Having a column with multiple types is not currently supported. However, the column contained an array of string, you could explode the array (https://spark.apache.org/docs/latest/api/python/pyspark.sql.html?highlight=explode#pyspark.sql.functions.explode), which creates a row for each element in the array, and apply the regular expression to the new column.
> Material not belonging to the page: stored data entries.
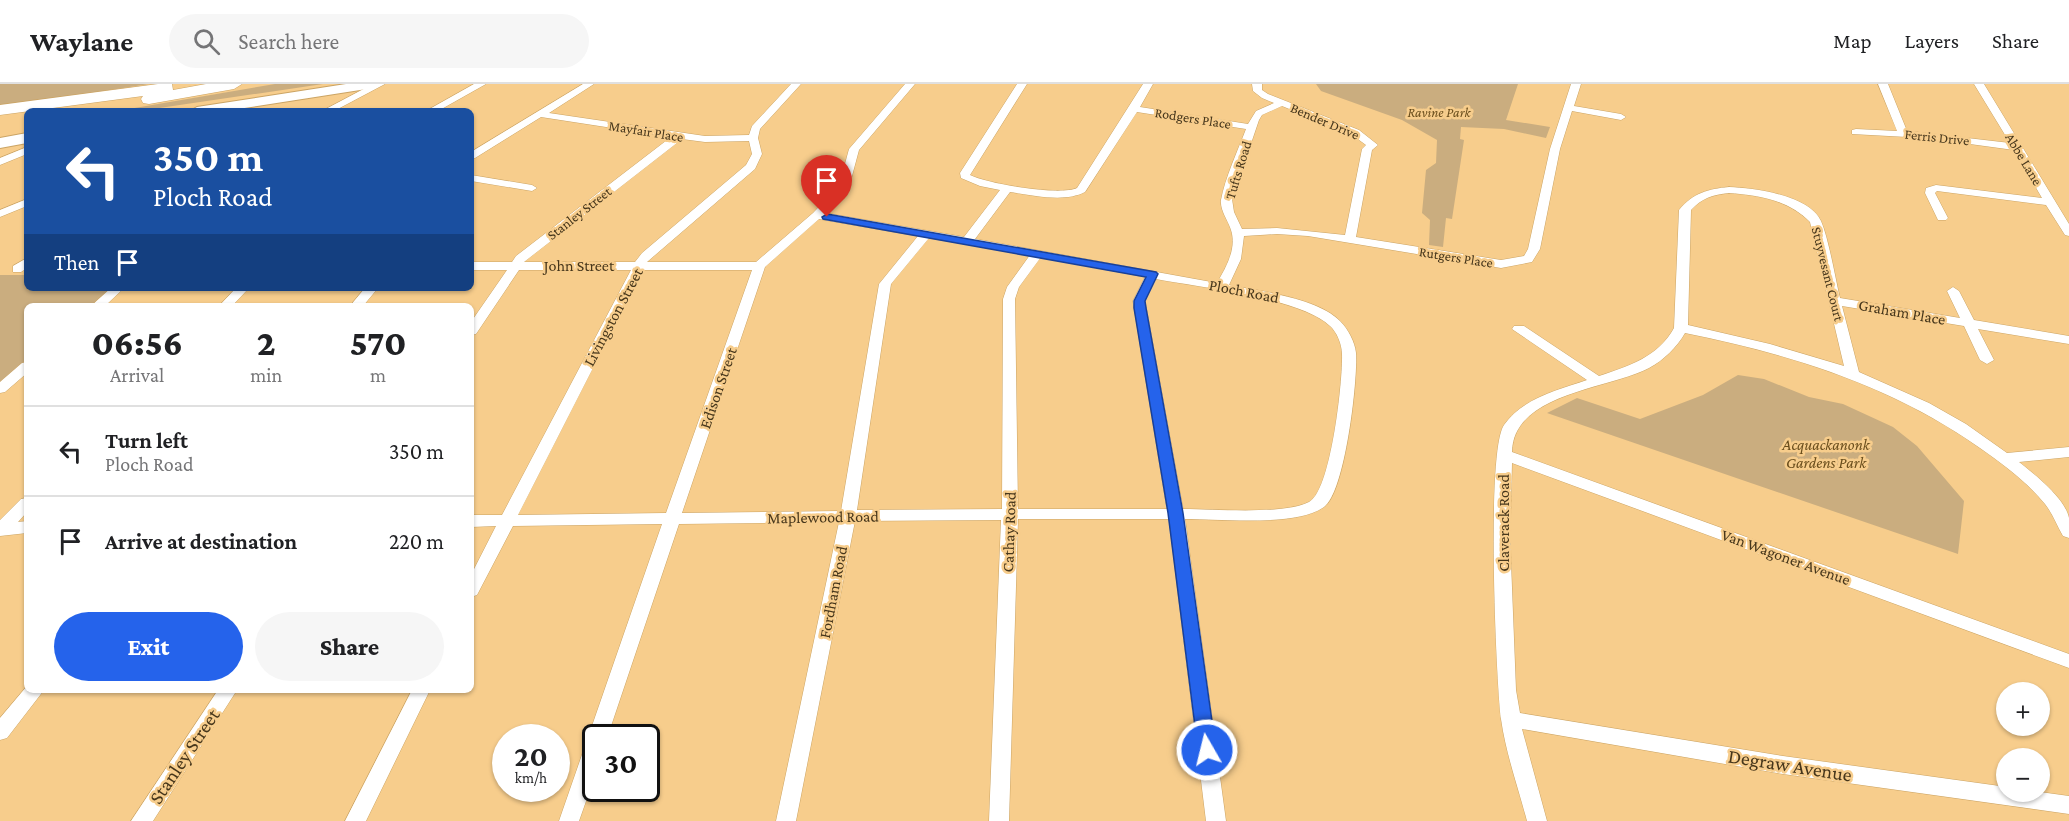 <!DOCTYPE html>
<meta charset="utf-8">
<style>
:root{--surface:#fff;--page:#f6f6f6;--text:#202124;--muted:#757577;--line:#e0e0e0;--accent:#2563eb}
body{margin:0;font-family:"Crimson Pro",serif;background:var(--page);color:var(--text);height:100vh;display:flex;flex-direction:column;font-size:22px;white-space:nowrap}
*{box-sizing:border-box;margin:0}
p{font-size:20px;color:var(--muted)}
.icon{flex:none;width:33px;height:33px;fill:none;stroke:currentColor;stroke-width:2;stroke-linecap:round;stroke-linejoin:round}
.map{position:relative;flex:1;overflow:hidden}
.drawer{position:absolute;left:24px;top:219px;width:450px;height:390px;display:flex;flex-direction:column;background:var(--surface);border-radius:9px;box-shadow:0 2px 4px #0004}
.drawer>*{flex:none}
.banner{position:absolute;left:24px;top:24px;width:450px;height:183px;border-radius:9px;box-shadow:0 2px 4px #0004;background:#1a4fa0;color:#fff;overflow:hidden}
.tools{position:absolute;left:1996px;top:598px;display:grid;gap:12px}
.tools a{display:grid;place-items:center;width:54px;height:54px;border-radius:50%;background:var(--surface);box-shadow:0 2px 4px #0004;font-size:30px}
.speed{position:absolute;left:492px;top:640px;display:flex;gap:12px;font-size:30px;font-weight:700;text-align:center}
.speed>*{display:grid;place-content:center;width:78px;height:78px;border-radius:50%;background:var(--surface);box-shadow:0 2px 4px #0004;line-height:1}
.speed small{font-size:15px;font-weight:400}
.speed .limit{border:3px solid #111;border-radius:9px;background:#fff;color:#111}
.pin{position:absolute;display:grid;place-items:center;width:51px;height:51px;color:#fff;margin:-62px -26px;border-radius:50% 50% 50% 0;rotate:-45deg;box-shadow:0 0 6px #0007}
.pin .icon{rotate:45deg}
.me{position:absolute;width:66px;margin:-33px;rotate:352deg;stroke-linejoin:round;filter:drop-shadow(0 0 4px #0008)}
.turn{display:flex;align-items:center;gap:21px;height:126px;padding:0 30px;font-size:27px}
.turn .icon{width:78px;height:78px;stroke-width:2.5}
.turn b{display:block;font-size:42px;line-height:51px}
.then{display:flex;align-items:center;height:57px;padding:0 30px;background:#0003;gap:12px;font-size:22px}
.eta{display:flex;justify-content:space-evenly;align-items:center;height:102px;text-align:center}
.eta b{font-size:36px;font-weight:800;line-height:42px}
.button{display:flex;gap:12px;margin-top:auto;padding:12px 30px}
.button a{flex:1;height:69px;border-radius:36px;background:var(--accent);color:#fff;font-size:24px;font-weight:800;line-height:69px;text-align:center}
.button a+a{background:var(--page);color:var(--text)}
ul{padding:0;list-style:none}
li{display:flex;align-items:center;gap:18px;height:90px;padding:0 30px;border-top:2px solid var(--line)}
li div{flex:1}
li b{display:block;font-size:22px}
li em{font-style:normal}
header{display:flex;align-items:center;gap:36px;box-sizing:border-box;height:84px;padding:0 30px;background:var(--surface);border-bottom:2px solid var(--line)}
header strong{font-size:28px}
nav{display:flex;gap:33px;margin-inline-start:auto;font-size:21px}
.search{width:420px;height:54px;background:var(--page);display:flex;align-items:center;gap:15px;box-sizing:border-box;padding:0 21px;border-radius:33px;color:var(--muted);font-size:22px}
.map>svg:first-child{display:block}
</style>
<header>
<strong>Waylane</strong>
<div class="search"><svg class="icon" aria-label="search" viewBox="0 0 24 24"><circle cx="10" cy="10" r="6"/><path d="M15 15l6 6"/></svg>Search here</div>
<nav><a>Map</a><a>Layers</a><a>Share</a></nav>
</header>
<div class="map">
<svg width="2069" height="737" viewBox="0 0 2069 737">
<rect width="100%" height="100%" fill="#f7cd8c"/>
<path fill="#caad7f" d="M0,0H149L0,23Z
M275,0H323L139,27H117Z
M1316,0H1518L1506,36L1550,43L1546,54L1504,45L1461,43L1460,55L1464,56L1452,135L1446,134L1443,163L1429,161L1430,136L1422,129L1426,86L1436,79L1437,56L1402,36L1321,7Z
M0,191H27V204H112L90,222H27V275L0,298Z
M1738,291L1764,295L1809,313L1843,320L1893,343L1917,362L1964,417L1958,470L1547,329L1577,314L1640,335L1703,311Z"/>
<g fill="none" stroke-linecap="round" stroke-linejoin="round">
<g stroke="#cba464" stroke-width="1">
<path id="minor" d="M373,0H385L334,27H322Z
M474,0H486L438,27H426Z
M583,0H594L549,29L705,52L749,51L752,42L791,0H801L760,45L758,54L762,70L755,85L647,178H756L813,129L839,102L849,65L905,0H915L859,66L849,103L825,129L964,153L1000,106L980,102L961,94L960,89L1017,0H1027L970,91C988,100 1060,112 1077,104L1143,0H1153L1140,23L1248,40L1256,27L1274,19L1262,14L1253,7L1252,0H1262V6L1268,10L1359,46L1378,61L1372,66L1356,153L1501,176L1524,172L1528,165L1550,65L1571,0H1581L1574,22L1621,30L1626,33L1621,36L1572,27L1560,65L1540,165L1532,178L1501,184L1308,152L1277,150L1244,152L1241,175L1229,201C1259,207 1318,214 1340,237C1348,245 1355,258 1356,269C1358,296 1345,409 1324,423C1296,443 1220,435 1185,435L1226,737H1206L1169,435H1018L1009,737H989L1001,436L855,437L796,737H776L839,438L679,440L607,654H596V689L579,737H559L662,440L513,442L477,511L471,513V491L496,442L471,443V431H502L631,186H519L476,250L471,251V238L507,186H471V178H512L516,172L671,53L541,33L475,74L471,75V68ZM1282,22L1351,50L1366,61L1362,65L1345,151L1277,144L1242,145L1234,128L1232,115L1259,36L1262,31ZM1137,28L1246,45C1238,66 1225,94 1221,116C1220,127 1228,136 1231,146C1237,165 1226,183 1217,199L975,155L1010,108C1032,111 1064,119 1085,108ZM682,55L705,58L749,57L752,70L746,81L642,169L635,178H524ZM819,135L918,152L879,200L841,427L682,429L765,183ZM929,154L1030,171L1007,203L1003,215L1002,425L857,426L891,200ZM1041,173L1145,193L1133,217L1167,425H1018L1015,215L1019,203ZM643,186H752L666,429L518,431ZM1156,195C1198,203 1301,214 1330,242C1337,248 1342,261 1342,270C1343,296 1331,407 1309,418C1284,431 1214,425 1183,425L1145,217Z
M1878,0H1888L1907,47L2010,59L1974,0H1984L2069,140V152L2065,151L2046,121L1937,107L1935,109L1948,134L1946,136H1938L1925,109L1926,104L1936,101L2042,114L2014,66L1926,54L1852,50V46L1856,45L1897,47Z
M27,63V70L0,81V74Z
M471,91L532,101L537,104L532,107L471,97Z
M1729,103C1754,104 1809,111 1821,137C1829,156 1835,193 1840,214L1960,234L1947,207L1953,203L1959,207L1974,236L2069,252V260L1978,245L1994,276L1987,280L1980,276L1964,242L1842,222L1859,288L1929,319L1966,340L2007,369L2069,363V373L2019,378C2034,390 2065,414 2069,434C2069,440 2069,448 2069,454L2063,452C2057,442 2053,430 2045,420C2027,398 2003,380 1980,364C1891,301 1790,270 1685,249C1677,263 1664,276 1649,284C1609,305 1513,309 1512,368L2069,570V584L1512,379L1510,453L1516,606L1520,629L1783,672L2007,703V708H2040L2069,712V730L1783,690L1522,645L1547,737H1527C1518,703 1506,670 1501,635C1496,593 1486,367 1504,341C1523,314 1558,306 1587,296L1512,245L1514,242H1524L1599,292C1629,282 1658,273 1674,244L1679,126C1693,109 1708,105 1729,103ZM1729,109C1759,111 1788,116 1810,138L1844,282L1770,260L1688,241L1691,126C1702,114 1712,111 1729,109Z
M27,115V122L0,133V126Z
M27,174V184L21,188H13V182Z
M111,204H124L105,222H91Z
M236,204H249L232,222H219Z
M365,204H378L363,222H350Z
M27,278V289L5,308L0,309V298L22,279Z
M27,414V428L18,438L27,437V449L0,452V436L21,415Z
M27,602V606H44L7,654L0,656V634Z
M218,606H237L153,737H131Z
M412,606H430L366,737H345Z"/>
</g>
<g stroke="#cba464" stroke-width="2">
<path id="primary" d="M346,0H380L373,4L225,27H190L197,23Z
M27,49V59L0,64V54Z"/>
</g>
<g stroke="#cba464" stroke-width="1">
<path id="motorway" d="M158,0H172L173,6L206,0H242L234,5L149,20L143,19L141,15L143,12L0,31V21Z"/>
</g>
<use href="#minor" fill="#fff" fill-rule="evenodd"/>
<use href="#primary" fill="#fff" fill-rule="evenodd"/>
<use href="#motorway" fill="#fff" fill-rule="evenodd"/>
</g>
<path fill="#2563eb" stroke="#184099" stroke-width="1.5" d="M827,130L1156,188L1158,190L1145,217L1146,224L1183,429L1216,666L1213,671L1207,673L1201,671L1198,666L1168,429L1134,224V217L1146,193L823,135L822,133Z"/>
<g text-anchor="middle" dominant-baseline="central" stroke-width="5" stroke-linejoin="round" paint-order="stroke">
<g font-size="14" font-style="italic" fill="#6a4e1d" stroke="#f7cd8c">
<text x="1439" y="28">Ravine Park</text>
</g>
<g font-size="14" fill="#46361b" stroke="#f7cd8c">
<text transform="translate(1193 34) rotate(9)">Rodgers Place</text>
<text transform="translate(1325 37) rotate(23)">Bender Drive</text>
<text transform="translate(646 47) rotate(9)">Mayfair Place</text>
<text transform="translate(1937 53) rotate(6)">Ferris Drive</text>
<text transform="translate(2024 75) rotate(59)">Abbe Lane</text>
<text transform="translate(1238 86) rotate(-73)">Tufts Road</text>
<text transform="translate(579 129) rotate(-38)">Stanley Street</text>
<text transform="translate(1456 173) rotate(9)">Rutgers Place</text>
<text transform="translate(1828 190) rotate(76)">Stuyvesant Court</text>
</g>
<g font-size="16" fill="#46361b" stroke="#f7cd8c">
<text x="579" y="181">John Street</text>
<text transform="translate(1244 207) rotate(11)">Ploch Road</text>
<text transform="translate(1902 228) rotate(10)">Graham Place</text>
<text transform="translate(613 233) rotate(-62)">Livingston Street</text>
<text transform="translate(718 304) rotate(-71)">Edison Street</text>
<text transform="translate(823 433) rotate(-1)">Maplewood Road</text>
<text transform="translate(1503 439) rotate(-90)">Claverack Road</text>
<text transform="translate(1009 448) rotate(-88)">Cathay Road</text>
<text transform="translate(1786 473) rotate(20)">Van Wagoner Avenue</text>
<text transform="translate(833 508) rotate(-79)">Fordham Road</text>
</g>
<g font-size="16" font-style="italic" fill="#6a4e1d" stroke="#f7cd8c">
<text x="1826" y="360">Acquackanonk<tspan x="1826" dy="18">Gardens Park</tspan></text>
</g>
<g font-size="20" fill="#46361b" stroke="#f7cd8c">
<text transform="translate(184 672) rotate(-56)">Stanley Street</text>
<text transform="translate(1790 681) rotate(9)">Degraw Avenue</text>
</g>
</g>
</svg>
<div class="tools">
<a>+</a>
<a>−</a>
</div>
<div class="speed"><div>20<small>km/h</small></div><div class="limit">30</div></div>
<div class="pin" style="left:827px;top:133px;background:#d93025"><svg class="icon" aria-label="arrive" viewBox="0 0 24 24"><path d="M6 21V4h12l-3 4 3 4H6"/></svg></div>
<svg class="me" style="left:1207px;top:666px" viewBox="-20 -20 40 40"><circle r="17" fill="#2563eb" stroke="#fff" stroke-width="3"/><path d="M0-11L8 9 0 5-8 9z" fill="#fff"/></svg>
<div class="banner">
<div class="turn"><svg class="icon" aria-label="left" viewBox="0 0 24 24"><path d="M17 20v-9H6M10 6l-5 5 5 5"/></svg><div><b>350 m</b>Ploch Road</div></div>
<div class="then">Then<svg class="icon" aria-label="arrive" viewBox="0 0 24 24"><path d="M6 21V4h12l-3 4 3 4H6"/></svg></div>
</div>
<section class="drawer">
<div class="eta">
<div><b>06:56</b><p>Arrival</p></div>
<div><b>2</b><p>min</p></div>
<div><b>570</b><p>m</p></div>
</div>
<ul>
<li><svg class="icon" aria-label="left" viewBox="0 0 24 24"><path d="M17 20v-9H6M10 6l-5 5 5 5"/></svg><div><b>Turn left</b><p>Ploch Road</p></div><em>350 m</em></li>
<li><svg class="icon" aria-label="arrive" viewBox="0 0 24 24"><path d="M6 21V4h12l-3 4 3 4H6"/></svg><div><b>Arrive at destination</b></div><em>220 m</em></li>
</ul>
<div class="button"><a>Exit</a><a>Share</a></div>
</section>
</div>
Example:
from pyspark import SQLContext
from pyspark.sql import SparkSession
import pyspark.sql.functions as F
spark = SparkSession.builder.getOrCreate()
sql_context = SQLContext(spark.sparkContext)
df = sql_context.createDataFrame([("hello world",),
("hello madam",),
("hello sir",),
("hello everybody",),
("goodbye world",)], schema=['test'])
df = df.withColumn('test', F.array(F.col('test')))
print(df.show())
df = df.withColumn('test-exploded', F.explode(F.col('test')))
df = df.withColumn('test-exploded-regex', F.regexp_replace(F.col('test-exploded'), "hello", "goodbye"))
print(df.show())
Output:
+-----------------+
| test|
+-----------------+
| [hello world]|
| [hello madam]|
| [hello sir]|
|[hello everybody]|
| [goodbye world]|
+-----------------+
+-----------------+---------------+-------------------+
| test| test-exploded|test-exploded-regex|
+-----------------+---------------+-------------------+
| [hello world]| hello world| goodbye world|
| [hello madam]| hello madam| goodbye madam|
| [hello sir]| hello sir| goodbye sir|
|[hello everybody]|hello everybody| goodbye everybody|
| [goodbye world]| goodbye world| goodbye world|
+-----------------+---------------+-------------------+
And if you wanted to put the results back in an array:
df = df.withColumn('test-exploded-regex-array', F.array(F.col('test-exploded-regex')))
Output:
+-----------------+---------------+-------------------+-------------------------+
| test| test-exploded|test-exploded-regex|test-exploded-regex-array|
+-----------------+---------------+-------------------+-------------------------+
| [hello world]| hello world| goodbye world| [goodbye world]|
| [hello madam]| hello madam| goodbye madam| [goodbye madam]|
| [hello sir]| hello sir| goodbye sir| [goodbye sir]|
|[hello everybody]|hello everybody| goodbye everybody| [goodbye everybody]|
| [goodbye world]| goodbye world| goodbye world| [goodbye world]|
+-----------------+---------------+-------------------+-------------------------+
Hope this helps!
Update
Updated to include case where the array column has several strings:
from pyspark import SQLContext
from pyspark.sql import SparkSession
import pyspark.sql.functions as F
spark = SparkSession.builder.getOrCreate()
sql_context = SQLContext(spark.sparkContext)
df = sql_context.createDataFrame([("hello world", "foo"),
("hello madam", "bar"),
("hello sir", "baz"),
("hello everybody", "boo"),
("goodbye world", "bah")], schema=['test', 'test2'])
df = df.withColumn('test', F.array(F.col('test'), F.col('test2'))).drop('test2')
df = df.withColumn('id', F.monotonically_increasing_id())
print(df.show())
df = df.withColumn('test-exploded', F.explode(F.col('test')))
df = df.withColumn('test-exploded-regex', F.regexp_replace(F.col('test-exploded'), "hello", "goodbye"))
df = df.groupBy('id').agg(F.collect_list(F.col('test-exploded-regex')).alias('test-exploded-regex-array'))
print(df.show())
Output:
+--------------------+-----------+
| test| id|
+--------------------+-----------+
| [hello world, foo]| 0|
| [hello madam, bar]| 8589934592|
| [hello sir, baz]|17179869184|
|[hello everybody,...|25769803776|
|[goodbye world, bah]|25769803777|
+--------------------+-----------+
+-----------+-------------------------+
| id|test-exploded-regex-array|
+-----------+-------------------------+
| 8589934592| [goodbye madam, bar]|
| 0| [goodbye world, foo]|
|25769803776| [goodbye everybod...|
|25769803777| [goodbye world, bah]|
|17179869184| [goodbye sir, baz]|
+-----------+-------------------------+
Just drop the id
column when you're finished processing!